Element values:      U
                 /       \
             R              T
           /   \          /   \
         K       F      J       S
        / \     / \    / \
       C   H   A  [E] D   B |¯W¯¯¯

Next, excluding the last element exchanged, repeat
by exchanging the value of the root with that of
the second-to-last element, etc.

Element values:     [B]
                 /       \
             R              T
           /   \          /   \
         K       F      J       S
        / \     / \    /
       C   H   A   E  D |¯U¯¯¯W¯¯¯

Becomes:             T
                 /       \
             R              S
           /   \          /   \
         K       F      J      [B]
        / \     / \    /
       C   H   A   E  D |¯U¯¯¯W¯¯¯

The test at element A(7) for children will
produce an index out of current bounds.

We continue until all the greater values are
at the bottom and the least values at the top.

Element values:      A
                 /       \
     |¯¯¯¯¯¯¯B¯¯¯¯¯¯¯¯¯¯¯¯¯¯C¯¯¯¯¯¯
     |     /   \          /   \
     |   D       E      F       H
     |  / \     / \    / \     /
     | J   K   R   S  T   U   W

We can see that due to it's binary nature, the
computing time for heap sort is O(n log_2 n).

From this sorted state, the heap property can be
re-established through "sifting" operations, and
also by an inversion of the array elements:

Element values:      W
                 /       \
             U              T
           /   \          /   \
         S       R      K       J
        / \     / \    / \     /
       H   F   E   D  C   B   A

The heap is now ready for further insertions
or deletions, and can be re-sorted.

In summary:

A binary heap guarantees logarithmic performance,
with no balancing overhead associated with binary
trees.

A binary heap can have height at most log_2(n),
so creating the heap takes at most O(log n) time.

Sorting the heap adds computing time for a total
of O(n log_2 n) time.

Each subsequent search operation takes O(log n) time.

Mathematical complexity

You may have heard of mathematical complexity measures
like O(n) and O(n2).

O(n) means that the execution time of a procedure is
proportional to the input size n.

O(n2) means it's proportional to the square of the
input size.

In other words, O(n) is much faster than O(n2), if
n is large.

What is n, the input size? It can be anything,
including the number of lines in a text file,
the dimensions of an array, or the size of
binary data.

It all depends on what you're programming.

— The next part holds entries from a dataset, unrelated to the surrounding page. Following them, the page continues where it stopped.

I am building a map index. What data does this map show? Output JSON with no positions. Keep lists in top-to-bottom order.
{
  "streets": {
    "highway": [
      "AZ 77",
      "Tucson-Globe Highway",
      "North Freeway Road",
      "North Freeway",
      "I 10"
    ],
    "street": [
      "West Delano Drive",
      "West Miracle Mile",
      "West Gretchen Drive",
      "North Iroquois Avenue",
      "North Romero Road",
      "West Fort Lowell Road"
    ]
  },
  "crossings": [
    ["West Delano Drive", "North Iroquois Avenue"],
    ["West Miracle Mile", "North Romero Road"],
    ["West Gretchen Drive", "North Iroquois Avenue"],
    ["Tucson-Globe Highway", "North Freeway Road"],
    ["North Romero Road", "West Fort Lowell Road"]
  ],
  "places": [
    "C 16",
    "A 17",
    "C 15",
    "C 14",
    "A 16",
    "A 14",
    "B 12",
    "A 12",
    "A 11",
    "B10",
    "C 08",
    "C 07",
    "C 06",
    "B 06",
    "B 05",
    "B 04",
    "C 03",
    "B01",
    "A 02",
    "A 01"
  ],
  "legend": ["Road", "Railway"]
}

The worst case is denoted by O(2n).

This means that execution time rises
exponentially when n increases.

On the other hand, if execution time rises only
logarithmically, like O(log n), you have a fast
procedure even for large sets of data.

So what does logarithmic really mean? For each
time n doubles it only adds one extra step in the
search operation, and this is the fundamental
benefit of a binary search.

A tree containing 16 nodes can be completely
searched with no more than 4 comparisons (2^4=16),
and a tree containing 256 nodes can be completely
searched with no more than 8 comparisons (2^8=256),
while a tree containing one million nodes in no
more than 20 comparisons, and 4,294,967,296 nodes
can be searched in no more than 32 comparisons.